## Work to complete
Starting at the first line of the entries below, please return exactly each line up to and including the one with "position:relative; flex:1; overflow:hidden"; pictures stay out.

[Dataset entries]
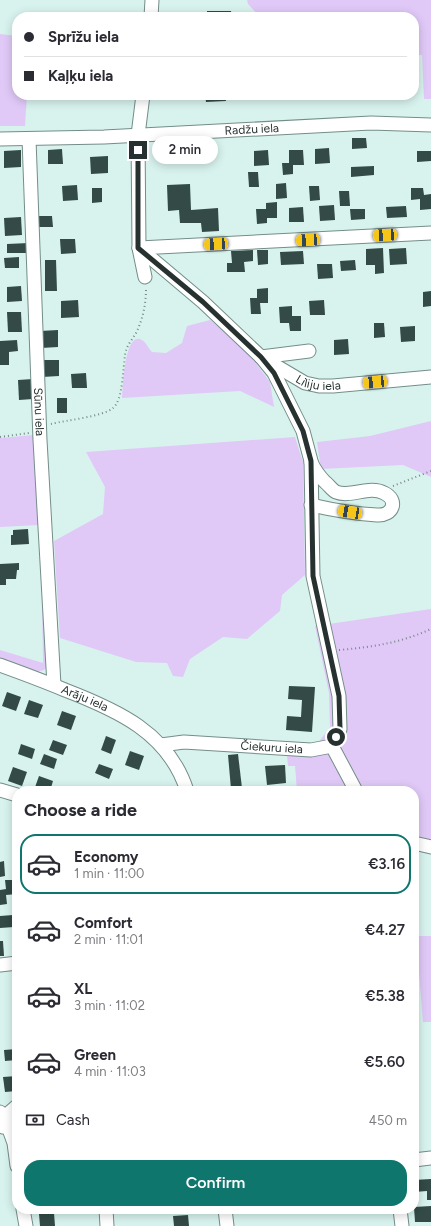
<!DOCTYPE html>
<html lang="en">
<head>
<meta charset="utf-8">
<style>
	body { margin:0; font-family:Figtree,sans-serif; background:#f7f7f7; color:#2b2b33; height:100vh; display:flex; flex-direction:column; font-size:15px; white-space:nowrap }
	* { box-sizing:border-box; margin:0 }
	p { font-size:13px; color:#7c7c81 }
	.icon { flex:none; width:22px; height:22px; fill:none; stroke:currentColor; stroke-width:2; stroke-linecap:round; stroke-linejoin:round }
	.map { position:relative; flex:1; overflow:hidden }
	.panel { position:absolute; left:12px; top:786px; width:407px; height:428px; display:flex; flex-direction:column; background:#fff; border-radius:16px; box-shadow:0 2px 10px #0003 }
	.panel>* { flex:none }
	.hud { position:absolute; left:12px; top:12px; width:407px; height:88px; border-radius:16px; box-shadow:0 2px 10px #0003; display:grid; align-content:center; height:88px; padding:0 12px; background:#fff }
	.end { position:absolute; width:18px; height:18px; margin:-9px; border:5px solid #273230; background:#fff; box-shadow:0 0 0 2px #fff }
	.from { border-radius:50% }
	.bubble { position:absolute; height:28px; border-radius:14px; background:#fff; box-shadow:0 2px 10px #0003; font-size:13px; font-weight:600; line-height:28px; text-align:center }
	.car { position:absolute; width:12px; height:24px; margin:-12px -6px; border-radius:5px; box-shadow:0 0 3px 1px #0007; background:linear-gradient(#f5c518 24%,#345 0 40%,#f5c518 0 76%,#345 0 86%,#f5c518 0) }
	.hud b { display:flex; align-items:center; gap:14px; height:38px; font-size:15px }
	.hud b+b { border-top:1px solid #e1e1e2 }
	.hud i { width:10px; height:10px; background:#2b2b33 }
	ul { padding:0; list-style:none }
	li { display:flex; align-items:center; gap:12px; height:60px; margin:0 8px 6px; padding:0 4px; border:2px solid transparent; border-radius:16px }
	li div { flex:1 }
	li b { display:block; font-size:15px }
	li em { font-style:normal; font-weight:600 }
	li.selected { border-color:#0f766e }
	li>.icon { width:36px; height:36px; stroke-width:1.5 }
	h2 { padding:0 12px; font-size:18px; line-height:48px }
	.pay { display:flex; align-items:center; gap:10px; height:44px; padding:0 12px; font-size:15px }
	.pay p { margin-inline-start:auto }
	.action { display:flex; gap:8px; margin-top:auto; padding:8px 12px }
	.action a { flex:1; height:46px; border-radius:16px; background:#0f766e; color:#fff; font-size:16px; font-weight:600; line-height:46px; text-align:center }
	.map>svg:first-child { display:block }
</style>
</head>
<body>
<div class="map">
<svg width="431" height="1226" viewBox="0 0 431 1226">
	<rect width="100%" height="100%" fill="#d8f3ee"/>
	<g fill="#e0c9f7">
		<polygon points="247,0 431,0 431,99 424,99 422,55 414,55 414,17 273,17 259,16 248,4"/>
		<polygon points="0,34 17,36 17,95 27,95 25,126 0,126"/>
		<path d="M210 320 243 346 270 382 274 407 240 391 122 398C123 389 124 330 142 340 146 342 149 349 152 352L166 353 182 343 187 326Z"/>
		<polygon points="431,421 431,477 403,465 321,469 317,442 370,436"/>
		<polygon points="33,435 39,525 0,527 0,438"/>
		<polygon points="295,437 303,462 305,575 282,595 280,611 247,639 223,637 190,659 183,677 173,676 167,663 136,662 60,638 54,541 103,514 105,487 86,452"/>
		<polygon points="42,597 46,598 47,667 44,670 36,672 0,661 0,650 43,663"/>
		<polygon points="431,609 431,841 414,837 414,791 297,791 295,766 288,766 287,756 309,755 330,727 329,693 315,626"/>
		<polygon points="416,936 431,936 431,1022 423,1022"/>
	</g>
	<g fill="#334a46">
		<polygon points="207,11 231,11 232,17 207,17"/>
		<polygon points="205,95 225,95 226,101 206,102"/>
		<polygon points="352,138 366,138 367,148 352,149"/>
		<polygon points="329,148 330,163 315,164 315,149"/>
		<polygon points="62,149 63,164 48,164 48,150"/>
		<polygon points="21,150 21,167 4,168 4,151"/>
		<polygon points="268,150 269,165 254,166 254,151"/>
		<polygon points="289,150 303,150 304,165 293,165 293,174 283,175 282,163 289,163"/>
		<polygon points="417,151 431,151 431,161 417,162"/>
		<polygon points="108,156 108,173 91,174 90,157"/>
		<polygon points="374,166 374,175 351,177 351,167"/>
		<polygon points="248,172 258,172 259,187 249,187"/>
		<polygon points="286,183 287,198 276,199 276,184"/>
		<polygon points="190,184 191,210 218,208 219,231 202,232 201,223 180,223 179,210 168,211 167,185"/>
		<polygon points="77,185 78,200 63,201 62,186"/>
		<polygon points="309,186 319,186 320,200 310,201"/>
		<polygon points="92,188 102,188 102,202 92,203"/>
		<polygon points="411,188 423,188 424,195 431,194 431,209 420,210 420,199 411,200"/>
		<polygon points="339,191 349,191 350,206 340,206"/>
		<polygon points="277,202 277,218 267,218 267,223 257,224 256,209 266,209 266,203"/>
		<polygon points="334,205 335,220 320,221 319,206"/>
		<polygon points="406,206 407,217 387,218 386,207"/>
		<polygon points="303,207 304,222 289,222 289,208"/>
		<polygon points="350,209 365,209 365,219 351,220"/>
		<polygon points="37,216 52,216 53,227 38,227"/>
		<polygon points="21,217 22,235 5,236 4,218"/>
		<polygon points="60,239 75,239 76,253 61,254"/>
		<polygon points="29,243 30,253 7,253 7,244"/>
		<polygon points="383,248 384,273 375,274 375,265 366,265 366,249"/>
		<polygon points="406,248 407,264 390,265 389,249"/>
		<polygon points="253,250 253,261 244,262 245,272 227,272 227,263 232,263 231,251"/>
		<polygon points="257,250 268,250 268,264 258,265"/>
		<polygon points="303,251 304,264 281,265 280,252"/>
		<polygon points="19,257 19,268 5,268 4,258"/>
		<polygon points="45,260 56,260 57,291 45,291"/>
		<polygon points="355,260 356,270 341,271 340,261"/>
		<polygon points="317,264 332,264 333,278 318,279"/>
		<polygon points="21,286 22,301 7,302 7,287"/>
		<polygon points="268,288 268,303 260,303 261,314 251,314 250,298 257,298 257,289"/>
		<polygon points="431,291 431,306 423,307 423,292"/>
		<polygon points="78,300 79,317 61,318 61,301"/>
		<polygon points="324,300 325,315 310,315 309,301"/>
		<polygon points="292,306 292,316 301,316 301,331 290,331 289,323 280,323 279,307"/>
		<polygon points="7,312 21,312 22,332 8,332"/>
		<polygon points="374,323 384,323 385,337 374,338"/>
		<polygon points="415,326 415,341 401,342 400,327"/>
		<polygon points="58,330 58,347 41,348 40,331"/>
		<polygon points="348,339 349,354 334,355 334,340"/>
		<polygon points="17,340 18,351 9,352 9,365 0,365 0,341"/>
		<polygon points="41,360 59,360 59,376 42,377"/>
		<polygon points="86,373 87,388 72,388 71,374"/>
		<polygon points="33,379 33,399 19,400 18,380"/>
		<rect x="57" y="398" width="10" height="15"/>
		<polygon points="28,529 29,544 11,545 11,535 13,535 13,530"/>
		<polygon points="19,563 19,570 17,570 16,579 6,579 6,585 0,585 0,564"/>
		<polygon points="289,686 315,687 312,732 286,730 287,716 301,717 302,700 288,699"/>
		<polygon points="7,692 21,697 16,711 2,706"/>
		<polygon points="29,700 43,705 38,718 24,714"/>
		<polygon points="62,711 76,716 71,730 57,725"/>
		<polygon points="106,736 116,740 111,754 101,750"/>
		<polygon points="53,740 67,745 63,755 49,750"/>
		<polygon points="21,744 35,749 32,759 18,754"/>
		<polygon points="130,751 144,756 139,770 125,765"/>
		<polygon points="44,754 57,759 54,769 40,764"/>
		<polygon points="238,754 242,788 231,789 228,755"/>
		<polygon points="99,764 113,769 109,779 95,773"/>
		<polygon points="285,765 286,783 267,785 265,766"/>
		<polygon points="13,767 27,772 22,786 8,781"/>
		<polygon points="39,776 53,781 50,791 34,790"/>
		<polygon points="14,832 17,832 17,859 16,859"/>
		<polygon points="4,861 5,876 0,877 0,862"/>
		<polygon points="5,880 17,880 17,894 6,895 7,904 0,905 0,890 6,889"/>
		<polygon points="13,915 14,927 0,928 0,916"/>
		<polygon points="0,941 3,941 4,956 0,956"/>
		<polygon points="17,1049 17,1060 5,1061 4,1050"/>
		<polygon points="17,1076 17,1091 5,1092 3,1077"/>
		<polygon points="431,1179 431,1200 427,1200 427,1191 414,1192 414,1180"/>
		<polygon points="431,1206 431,1222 415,1222 414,1207"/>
		<polygon points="54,1213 55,1226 40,1226 39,1214"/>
		<polygon points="188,1215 189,1226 174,1226 173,1216"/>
	</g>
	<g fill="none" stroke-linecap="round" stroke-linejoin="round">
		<g stroke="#748d88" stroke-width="15">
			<g id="minor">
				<polyline points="151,17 152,0"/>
				<polyline points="143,95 138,135 139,248 145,277"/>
				<path id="s1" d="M0 139 104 137 371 123 431 125"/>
				<path id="s2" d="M29 139 40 440 54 685"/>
				<path id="s3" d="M139 248 203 302 261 357 305 383 319 386H333L431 377"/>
				<polyline points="139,248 431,233"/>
				<polyline points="261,357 274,373 303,431 311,461 313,576 339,696 340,729 332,746"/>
				<polyline points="261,357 309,351"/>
				<path d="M311 505C333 510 355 514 377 515 393 516 399 500 384 493 369 485 351 498 336 492 332 490 329 485 325 482 319 476 315 471 311 462"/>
				<path id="s4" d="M0 665C22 673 44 681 65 690 117 710 169 733 187 791"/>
				<path id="s5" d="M161 745 184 742 311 750 332 746"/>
				<polyline points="332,746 356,791"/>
				<polyline points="0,790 17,795"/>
				<polyline points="414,843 431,847"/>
				<polyline points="0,965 17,963"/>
				<polyline points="0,1112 10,1132 14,1143 17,1166"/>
				<polyline points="3,1127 9,1113 17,1106"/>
				<polyline points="414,1160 431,1158"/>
				<polyline points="23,1209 26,1226"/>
				<polyline points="106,1209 107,1226"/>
				<polyline points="225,1209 227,1226"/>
				<polyline points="400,1209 402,1226"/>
			</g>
		</g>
		<g stroke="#778986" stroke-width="2" stroke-dasharray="1 3" stroke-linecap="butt">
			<path d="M51 424C66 420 102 417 113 408 123 400 123 368 125 355 126 346 132 340 136 333 143 319 146 304 146 288"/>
			<polyline points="0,437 29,433"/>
			<polyline points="393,486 431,471"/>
			<path d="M339 650C373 647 400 643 431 629"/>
		</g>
		<use href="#minor" stroke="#fff" stroke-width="13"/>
	</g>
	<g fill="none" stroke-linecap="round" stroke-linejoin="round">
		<polyline stroke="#273230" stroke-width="5" points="138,150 138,248 203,302 261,357 274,373 303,431 311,461 313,576 339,696 340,729 336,737"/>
	</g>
	<g text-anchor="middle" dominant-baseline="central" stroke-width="4" stroke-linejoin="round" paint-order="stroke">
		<g font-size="12" fill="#273230" stroke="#d8f3ee">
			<text stroke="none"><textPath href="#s1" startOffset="252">Radžu iela</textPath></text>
			<text stroke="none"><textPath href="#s3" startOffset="228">Liliju iela</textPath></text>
			<text stroke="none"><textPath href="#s2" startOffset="273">Sūnu iela</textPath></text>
			<text stroke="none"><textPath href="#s4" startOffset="91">Arāju iela</textPath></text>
			<text stroke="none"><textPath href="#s5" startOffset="111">Čiekuru iela</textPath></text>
		</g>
	</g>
</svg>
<i class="end from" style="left:336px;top:737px"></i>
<i class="end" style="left:138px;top:150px"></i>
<div class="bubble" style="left:152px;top:136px;width:66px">2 min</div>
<i class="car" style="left:385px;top:235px;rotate:267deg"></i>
<i class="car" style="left:308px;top:240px;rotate:267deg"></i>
<i class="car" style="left:216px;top:244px;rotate:267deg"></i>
<i class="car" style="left:375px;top:382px;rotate:265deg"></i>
<i class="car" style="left:350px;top:512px;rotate:280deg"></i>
<div class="hud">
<b><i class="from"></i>Sprīžu iela</b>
<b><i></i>Kaļķu iela</b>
</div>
<section class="panel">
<h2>Choose a ride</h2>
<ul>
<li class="selected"><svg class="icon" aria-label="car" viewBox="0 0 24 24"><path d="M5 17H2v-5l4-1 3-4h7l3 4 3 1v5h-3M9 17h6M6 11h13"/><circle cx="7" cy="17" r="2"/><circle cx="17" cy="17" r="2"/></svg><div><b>Economy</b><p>1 min · 11:00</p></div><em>€3.16</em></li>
<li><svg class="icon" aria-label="car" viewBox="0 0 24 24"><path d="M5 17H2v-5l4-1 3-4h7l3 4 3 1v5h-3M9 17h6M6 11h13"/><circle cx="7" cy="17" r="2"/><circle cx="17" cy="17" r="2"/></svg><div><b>Comfort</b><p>2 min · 11:01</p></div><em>€4.27</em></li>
<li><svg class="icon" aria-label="car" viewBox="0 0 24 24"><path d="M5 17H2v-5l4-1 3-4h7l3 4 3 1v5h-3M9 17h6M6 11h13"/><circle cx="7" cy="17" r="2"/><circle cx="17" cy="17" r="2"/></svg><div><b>XL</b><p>3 min · 11:02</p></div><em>€5.38</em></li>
<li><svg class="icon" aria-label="car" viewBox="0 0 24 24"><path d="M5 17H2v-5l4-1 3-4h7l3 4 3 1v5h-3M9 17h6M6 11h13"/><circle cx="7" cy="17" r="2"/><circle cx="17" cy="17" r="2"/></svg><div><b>Green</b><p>4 min · 11:03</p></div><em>€5.60</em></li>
</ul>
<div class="pay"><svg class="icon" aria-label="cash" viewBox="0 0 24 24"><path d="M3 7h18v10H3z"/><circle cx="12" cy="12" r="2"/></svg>Cash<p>450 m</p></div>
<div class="action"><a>Confirm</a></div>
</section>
</div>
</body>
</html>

## Reply to the task
<!DOCTYPE html>
<html lang="en">
<head>
<meta charset="utf-8">
<style>
	body { margin:0; font-family:Figtree,sans-serif; background:#f7f7f7; color:#2b2b33; height:100vh; display:flex; flex-direction:column; font-size:15px; white-space:nowrap }
	* { box-sizing:border-box; margin:0 }
	p { font-size:13px; color:#7c7c81 }
	.icon { flex:none; width:22px; height:22px; fill:none; stroke:currentColor; stroke-width:2; stroke-linecap:round; stroke-linejoin:round }
	.map { position:relative; flex:1; overflow:hidden }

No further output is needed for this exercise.